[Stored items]
╔══

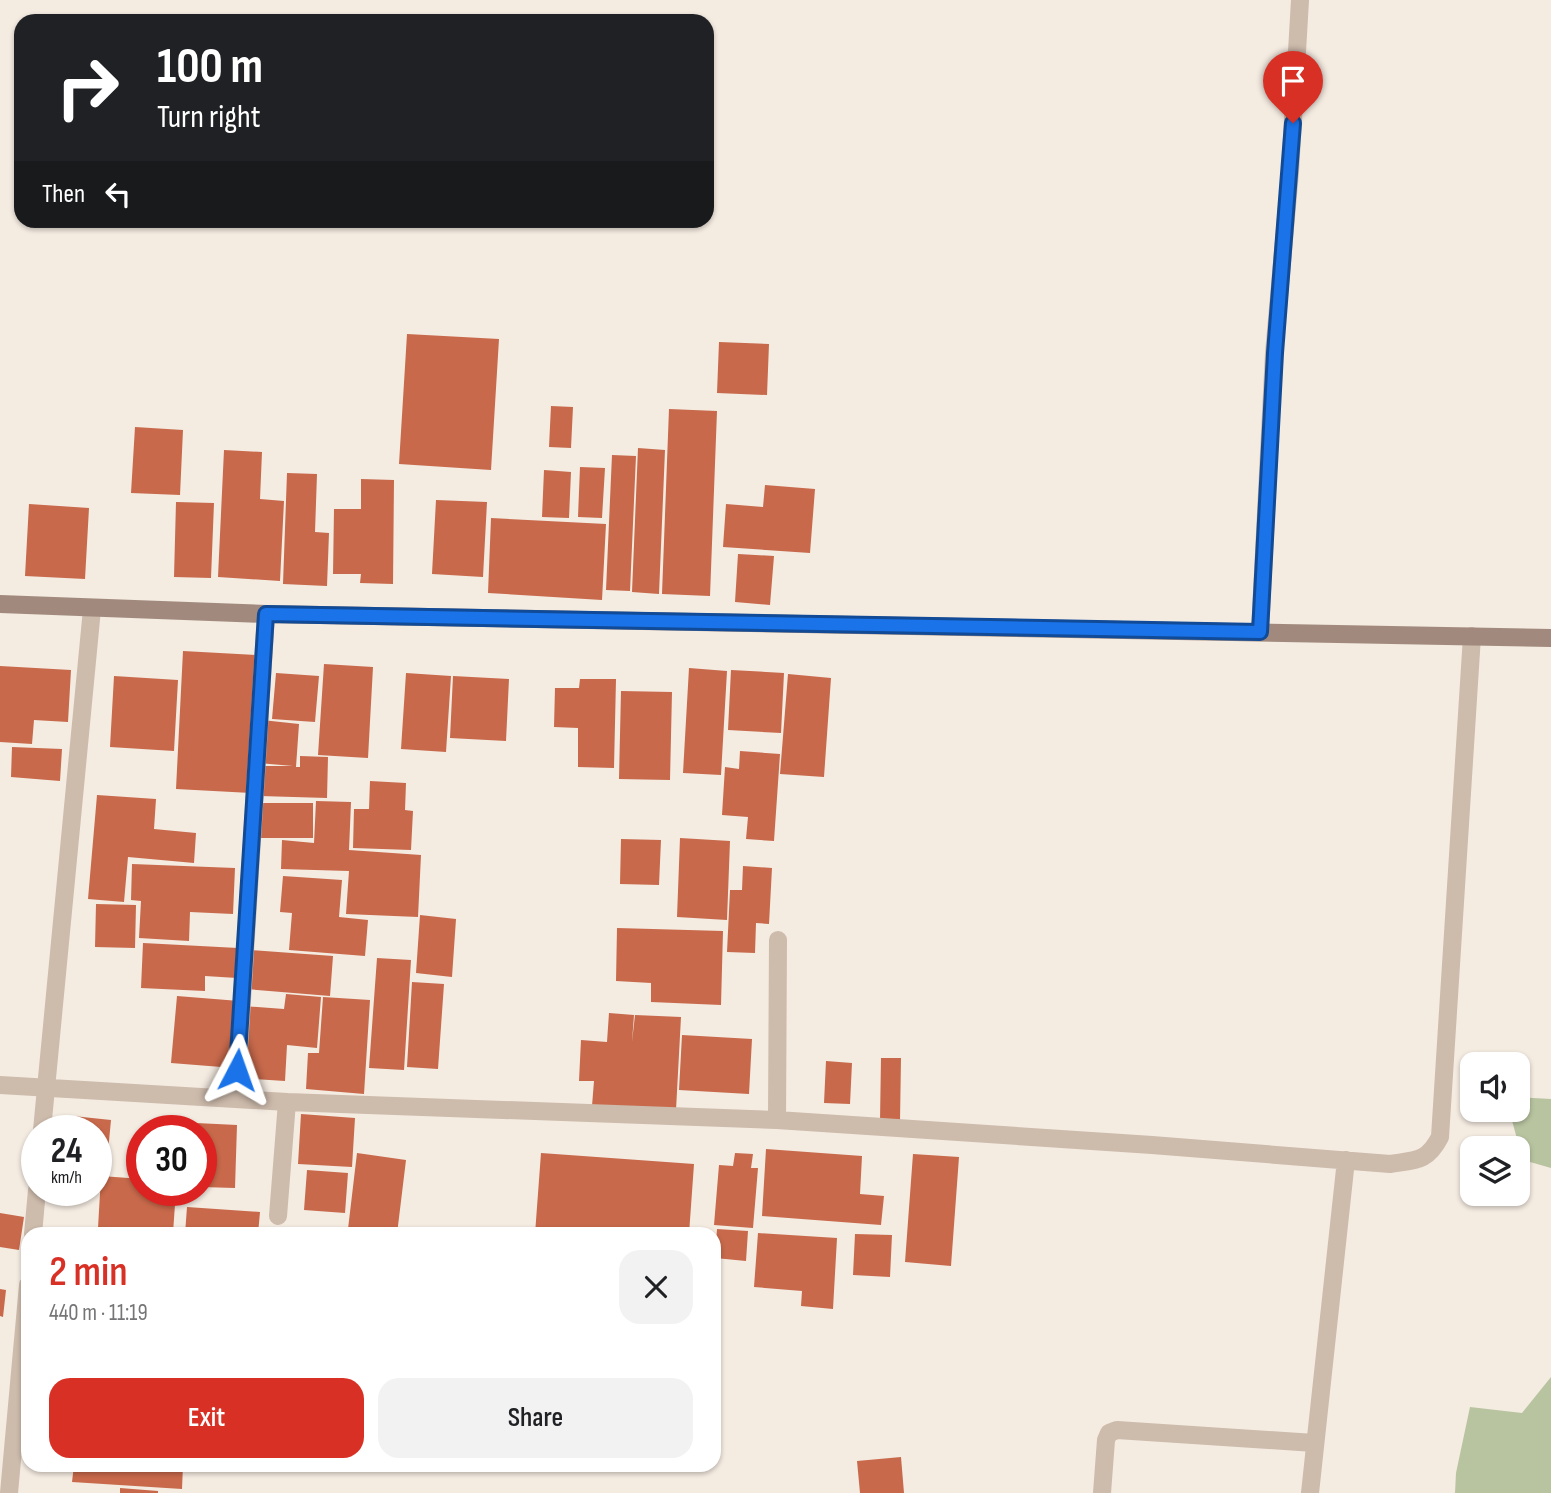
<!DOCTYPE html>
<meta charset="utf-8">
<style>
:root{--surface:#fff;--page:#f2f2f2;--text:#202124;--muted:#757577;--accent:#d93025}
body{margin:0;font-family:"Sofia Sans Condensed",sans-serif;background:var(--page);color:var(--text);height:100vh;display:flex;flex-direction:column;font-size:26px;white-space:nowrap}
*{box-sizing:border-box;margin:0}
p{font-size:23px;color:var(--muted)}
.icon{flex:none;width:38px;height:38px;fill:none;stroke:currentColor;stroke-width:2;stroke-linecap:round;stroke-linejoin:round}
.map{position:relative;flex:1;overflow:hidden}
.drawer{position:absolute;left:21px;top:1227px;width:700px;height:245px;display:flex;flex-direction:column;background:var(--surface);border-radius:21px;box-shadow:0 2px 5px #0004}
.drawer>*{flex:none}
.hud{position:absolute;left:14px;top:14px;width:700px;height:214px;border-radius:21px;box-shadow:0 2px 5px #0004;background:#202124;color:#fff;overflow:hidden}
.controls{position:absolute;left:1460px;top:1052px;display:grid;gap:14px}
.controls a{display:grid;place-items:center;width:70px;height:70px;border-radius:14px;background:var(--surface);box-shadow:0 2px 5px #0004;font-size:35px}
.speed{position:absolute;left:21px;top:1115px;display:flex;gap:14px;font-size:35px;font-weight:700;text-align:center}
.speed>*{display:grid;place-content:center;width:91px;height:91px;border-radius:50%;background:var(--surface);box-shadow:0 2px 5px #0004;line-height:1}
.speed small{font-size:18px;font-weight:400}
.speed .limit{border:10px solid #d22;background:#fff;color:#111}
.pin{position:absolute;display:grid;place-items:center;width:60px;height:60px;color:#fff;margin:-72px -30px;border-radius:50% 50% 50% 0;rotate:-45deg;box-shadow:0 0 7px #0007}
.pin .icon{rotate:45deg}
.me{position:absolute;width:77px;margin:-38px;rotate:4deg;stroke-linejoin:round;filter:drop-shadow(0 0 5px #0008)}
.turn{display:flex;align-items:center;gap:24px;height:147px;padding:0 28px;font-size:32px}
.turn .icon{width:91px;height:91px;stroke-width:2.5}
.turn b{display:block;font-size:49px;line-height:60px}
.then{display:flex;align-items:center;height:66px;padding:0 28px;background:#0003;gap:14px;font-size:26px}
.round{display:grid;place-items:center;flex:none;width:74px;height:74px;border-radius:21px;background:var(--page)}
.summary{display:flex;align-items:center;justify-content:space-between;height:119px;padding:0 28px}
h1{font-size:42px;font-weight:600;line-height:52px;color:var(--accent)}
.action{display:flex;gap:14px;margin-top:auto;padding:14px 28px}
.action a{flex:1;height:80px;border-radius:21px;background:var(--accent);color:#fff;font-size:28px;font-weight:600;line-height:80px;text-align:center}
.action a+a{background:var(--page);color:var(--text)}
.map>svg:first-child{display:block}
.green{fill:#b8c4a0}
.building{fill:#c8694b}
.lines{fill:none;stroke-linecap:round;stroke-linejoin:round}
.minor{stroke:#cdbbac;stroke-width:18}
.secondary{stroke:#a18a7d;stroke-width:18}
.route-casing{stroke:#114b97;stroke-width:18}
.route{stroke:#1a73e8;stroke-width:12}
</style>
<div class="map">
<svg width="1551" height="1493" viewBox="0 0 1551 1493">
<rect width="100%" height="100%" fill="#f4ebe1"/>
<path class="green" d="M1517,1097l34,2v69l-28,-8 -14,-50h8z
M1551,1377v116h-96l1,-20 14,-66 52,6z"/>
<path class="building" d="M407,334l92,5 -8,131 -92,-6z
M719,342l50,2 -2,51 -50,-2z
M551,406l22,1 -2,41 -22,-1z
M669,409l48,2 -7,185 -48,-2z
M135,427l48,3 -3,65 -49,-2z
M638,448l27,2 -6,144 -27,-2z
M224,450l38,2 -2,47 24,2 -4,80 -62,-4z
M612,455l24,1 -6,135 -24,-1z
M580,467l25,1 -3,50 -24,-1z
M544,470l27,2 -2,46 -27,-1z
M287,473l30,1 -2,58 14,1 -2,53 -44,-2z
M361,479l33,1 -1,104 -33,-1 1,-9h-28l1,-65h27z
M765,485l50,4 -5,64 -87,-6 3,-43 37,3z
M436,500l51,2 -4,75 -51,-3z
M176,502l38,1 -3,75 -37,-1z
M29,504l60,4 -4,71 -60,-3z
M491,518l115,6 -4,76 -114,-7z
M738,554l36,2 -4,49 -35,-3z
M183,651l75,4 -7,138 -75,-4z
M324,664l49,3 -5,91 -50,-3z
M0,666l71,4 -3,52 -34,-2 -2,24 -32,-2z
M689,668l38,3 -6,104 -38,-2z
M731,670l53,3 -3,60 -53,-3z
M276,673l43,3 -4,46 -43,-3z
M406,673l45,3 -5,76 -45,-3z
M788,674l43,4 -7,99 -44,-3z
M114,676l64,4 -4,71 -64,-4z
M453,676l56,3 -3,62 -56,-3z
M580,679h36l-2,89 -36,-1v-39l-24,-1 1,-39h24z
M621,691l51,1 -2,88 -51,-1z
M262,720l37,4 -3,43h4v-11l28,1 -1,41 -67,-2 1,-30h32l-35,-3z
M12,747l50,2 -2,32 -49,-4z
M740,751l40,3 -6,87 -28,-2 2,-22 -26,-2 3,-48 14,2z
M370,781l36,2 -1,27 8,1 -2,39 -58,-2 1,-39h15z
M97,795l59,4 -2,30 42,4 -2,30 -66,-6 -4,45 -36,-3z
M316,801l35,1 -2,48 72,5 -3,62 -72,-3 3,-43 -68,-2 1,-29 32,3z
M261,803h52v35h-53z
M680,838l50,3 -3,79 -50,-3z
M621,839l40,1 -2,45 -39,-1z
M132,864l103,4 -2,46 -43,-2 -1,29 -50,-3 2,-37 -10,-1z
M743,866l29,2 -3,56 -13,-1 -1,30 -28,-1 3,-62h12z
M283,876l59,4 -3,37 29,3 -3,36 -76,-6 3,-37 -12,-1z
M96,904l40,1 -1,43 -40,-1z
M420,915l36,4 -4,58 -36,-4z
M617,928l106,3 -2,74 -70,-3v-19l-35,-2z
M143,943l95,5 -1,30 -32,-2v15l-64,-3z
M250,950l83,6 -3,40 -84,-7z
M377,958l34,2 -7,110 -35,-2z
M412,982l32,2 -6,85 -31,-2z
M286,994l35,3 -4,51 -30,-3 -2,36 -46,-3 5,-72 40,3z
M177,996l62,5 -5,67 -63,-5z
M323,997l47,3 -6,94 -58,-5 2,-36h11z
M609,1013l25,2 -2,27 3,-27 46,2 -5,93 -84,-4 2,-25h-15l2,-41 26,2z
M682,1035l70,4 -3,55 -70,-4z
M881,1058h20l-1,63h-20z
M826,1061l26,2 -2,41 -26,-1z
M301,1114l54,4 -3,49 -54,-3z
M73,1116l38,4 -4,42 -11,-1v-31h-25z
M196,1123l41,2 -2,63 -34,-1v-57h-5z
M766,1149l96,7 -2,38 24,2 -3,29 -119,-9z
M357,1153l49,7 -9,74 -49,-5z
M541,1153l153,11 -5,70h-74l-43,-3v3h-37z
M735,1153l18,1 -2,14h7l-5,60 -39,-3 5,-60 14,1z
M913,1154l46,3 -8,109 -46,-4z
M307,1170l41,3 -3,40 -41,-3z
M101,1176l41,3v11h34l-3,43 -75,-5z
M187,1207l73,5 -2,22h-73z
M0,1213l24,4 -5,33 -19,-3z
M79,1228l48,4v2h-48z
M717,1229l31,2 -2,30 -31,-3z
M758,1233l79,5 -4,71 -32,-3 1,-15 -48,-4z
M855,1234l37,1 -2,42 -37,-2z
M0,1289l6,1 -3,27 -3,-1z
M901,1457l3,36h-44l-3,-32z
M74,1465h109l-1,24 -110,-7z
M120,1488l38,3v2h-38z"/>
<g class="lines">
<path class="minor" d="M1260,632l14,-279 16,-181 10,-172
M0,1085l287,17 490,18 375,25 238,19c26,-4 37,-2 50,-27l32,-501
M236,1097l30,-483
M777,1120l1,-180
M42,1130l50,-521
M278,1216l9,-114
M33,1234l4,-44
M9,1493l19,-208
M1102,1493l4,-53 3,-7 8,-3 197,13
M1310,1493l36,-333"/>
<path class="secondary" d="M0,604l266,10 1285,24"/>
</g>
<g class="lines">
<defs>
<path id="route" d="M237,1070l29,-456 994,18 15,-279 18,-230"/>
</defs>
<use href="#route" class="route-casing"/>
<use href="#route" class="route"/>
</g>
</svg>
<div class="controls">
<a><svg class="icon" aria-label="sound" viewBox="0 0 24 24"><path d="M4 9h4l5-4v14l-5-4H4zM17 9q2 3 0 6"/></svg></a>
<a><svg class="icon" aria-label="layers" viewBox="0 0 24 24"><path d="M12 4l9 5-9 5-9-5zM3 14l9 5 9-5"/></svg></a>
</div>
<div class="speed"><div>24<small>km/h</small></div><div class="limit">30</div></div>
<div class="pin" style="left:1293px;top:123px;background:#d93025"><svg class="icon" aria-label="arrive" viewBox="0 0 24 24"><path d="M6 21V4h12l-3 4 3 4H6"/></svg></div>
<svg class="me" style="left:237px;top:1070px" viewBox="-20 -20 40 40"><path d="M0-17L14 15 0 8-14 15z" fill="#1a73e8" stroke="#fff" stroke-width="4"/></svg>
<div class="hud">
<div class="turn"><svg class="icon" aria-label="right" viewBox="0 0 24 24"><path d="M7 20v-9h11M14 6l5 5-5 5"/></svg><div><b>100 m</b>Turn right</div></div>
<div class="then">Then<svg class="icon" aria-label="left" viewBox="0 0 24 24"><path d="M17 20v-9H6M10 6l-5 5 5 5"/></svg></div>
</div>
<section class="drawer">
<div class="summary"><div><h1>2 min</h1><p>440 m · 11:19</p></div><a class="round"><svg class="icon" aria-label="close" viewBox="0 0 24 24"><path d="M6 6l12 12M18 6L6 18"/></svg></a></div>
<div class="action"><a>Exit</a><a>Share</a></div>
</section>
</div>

╚══

= TASK OBJECTIVE =
Which lines of the data include the word "then"? Copy each one.

= RESULT OF THIS TASK =
.then{display:flex;align-items:center;height:66px;padding:0 28px;background:#0003;gap:14px;font-size:26px}
<div class="then">Then<svg class="icon" aria-label="left" viewBox="0 0 24 24"><path d="M17 20v-9H6M10 6l-5 5 5 5"/></svg></div>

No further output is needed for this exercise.